Get email delivery of the Cadence blog featured here
EDPS is the Electronic Design Process Symposium, historically held in Monterey, but this year in Milpitas for the first time. My first post about the symposium is Solving the Design to Manufacturing Problems in Milpitas. That post ended saying that the rest of the day was taken up by two more sessions:
There were actually five people who presented in this session:
I am going to focus on just two of these, to keep this post to a reasonable length. David White because...well, Cadence. And Jeff Dyck of Solido, since they have been doing machine learning for longer than anyone else, I believe, with it being a key component of their products since they were founded up in the Saskatchewan prairies. Plus some slide decks were missing from the thumbdrive of the proceedings.
David opened by pointing out a big weakness of traditional EDA tools. They pretty much assume that each run of a tool is completely independent and behave as if nothing has been learned from any previous runs. Actually, that's not quite true. The user of the tools is expected to inspect the results and use information there to inform better choices of switches and parameters for subsequent runs. But the tool has no memory.
For example, during physical design:
The process seems to be especially difficult in EDA since there are lots of factors that may be unobservable, such as design intent or preferences. The process is dynamic, with one decision depending on others in a way that is not captured in machine-readable form. Users often complain that they are trying to get a tool to do something, but since there is no way for them to express that something, they have to indirectly use the knobs that they are given.

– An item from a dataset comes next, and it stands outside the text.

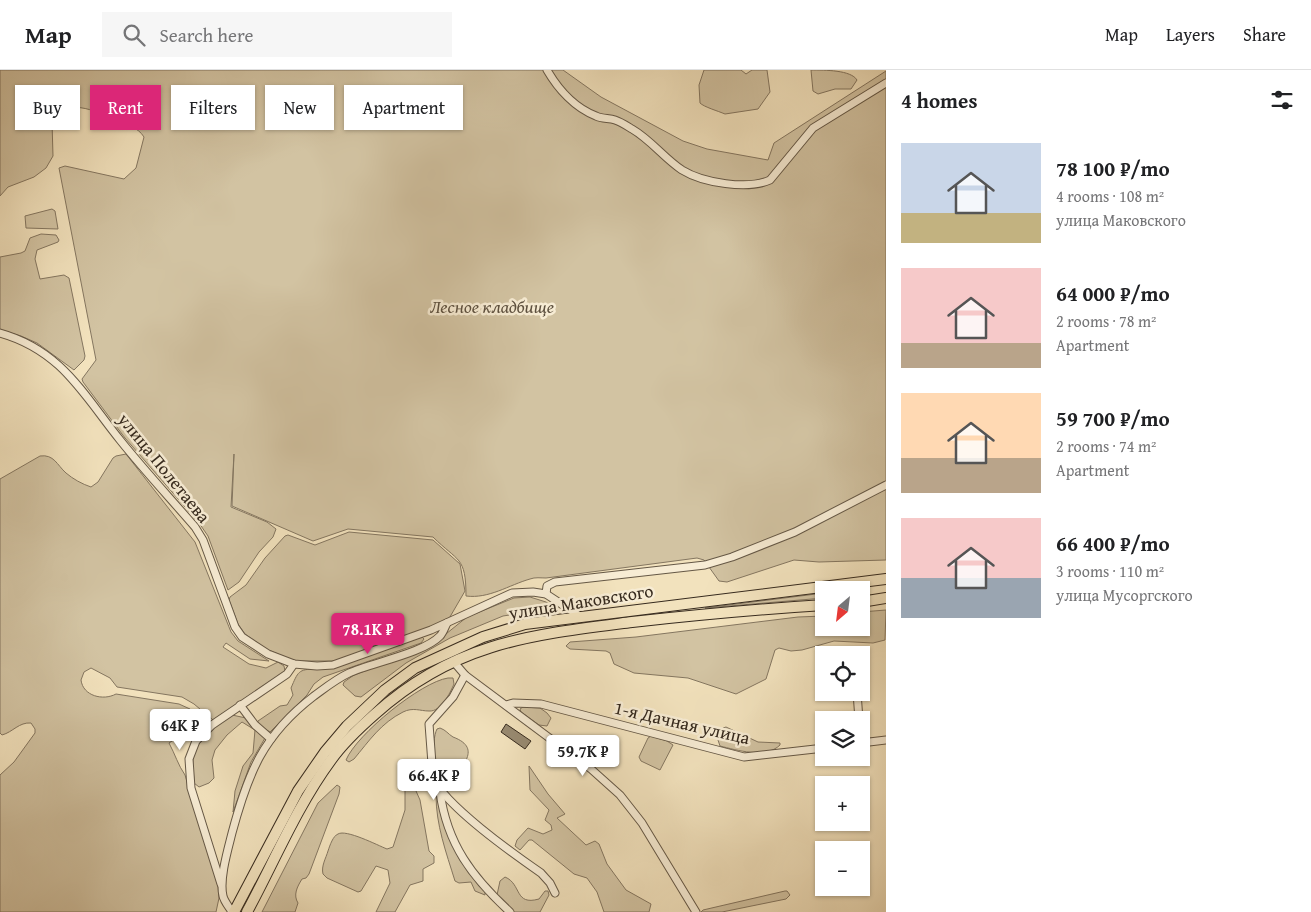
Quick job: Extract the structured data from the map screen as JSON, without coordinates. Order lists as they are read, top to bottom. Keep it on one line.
{"streets":{"highway":["улица Маковского"],"street":["улица Полетаева","1-я Дачная улица"]},"parks":["Лесное кладбище"],"north":"bottom left","page":{"header":"Map","search":"Search here","nav":["Map","Layers","Share"],"heading":"4 homes","chip":["Buy","Rent","Filters","New","Apartment"],"list":[{"name":"78 100 ₽/mo","note":"4 rooms · 108 m² · улица Маковского"},{"name":"64 000 ₽/mo","note":"2 rooms · 78 m² · Apartment"},{"name":"59 700 ₽/mo","note":"2 rooms · 74 m² · Apartment"},{"name":"66 400 ₽/mo","note":"3 rooms · 110 m² · улица Мусоргского"}],"map_buttons":["+","−"],"price":["78.1K ₽","64K ₽","59.7K ₽","66.4K ₽"]}}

A trivial example in another domain I like to use to show this is that if you want to get a picture on the one page in a document (in, say, Word) with the text about it on the opposite page. Of course, you can explicitly place everything, but then when other things change in the document, that is the wrong decision. But (as far as I know) there is no direct way to express your "design intent" which is that you want the picture opposite the text. In a design with millions of placeable instances, there are lots of things like this that are wishes of the designer that there is no way to express to the physical design tool.
The solution if for the tool to learn what the designer considers "good" and do more of it. This requires a lot of dealing with unstructured data so three key technologies are analytics, machine learning, and optimization. These can then be used, as in the above diagram, to prepare the data, do inference on it, and the adapt the way the tool processes the design to learn.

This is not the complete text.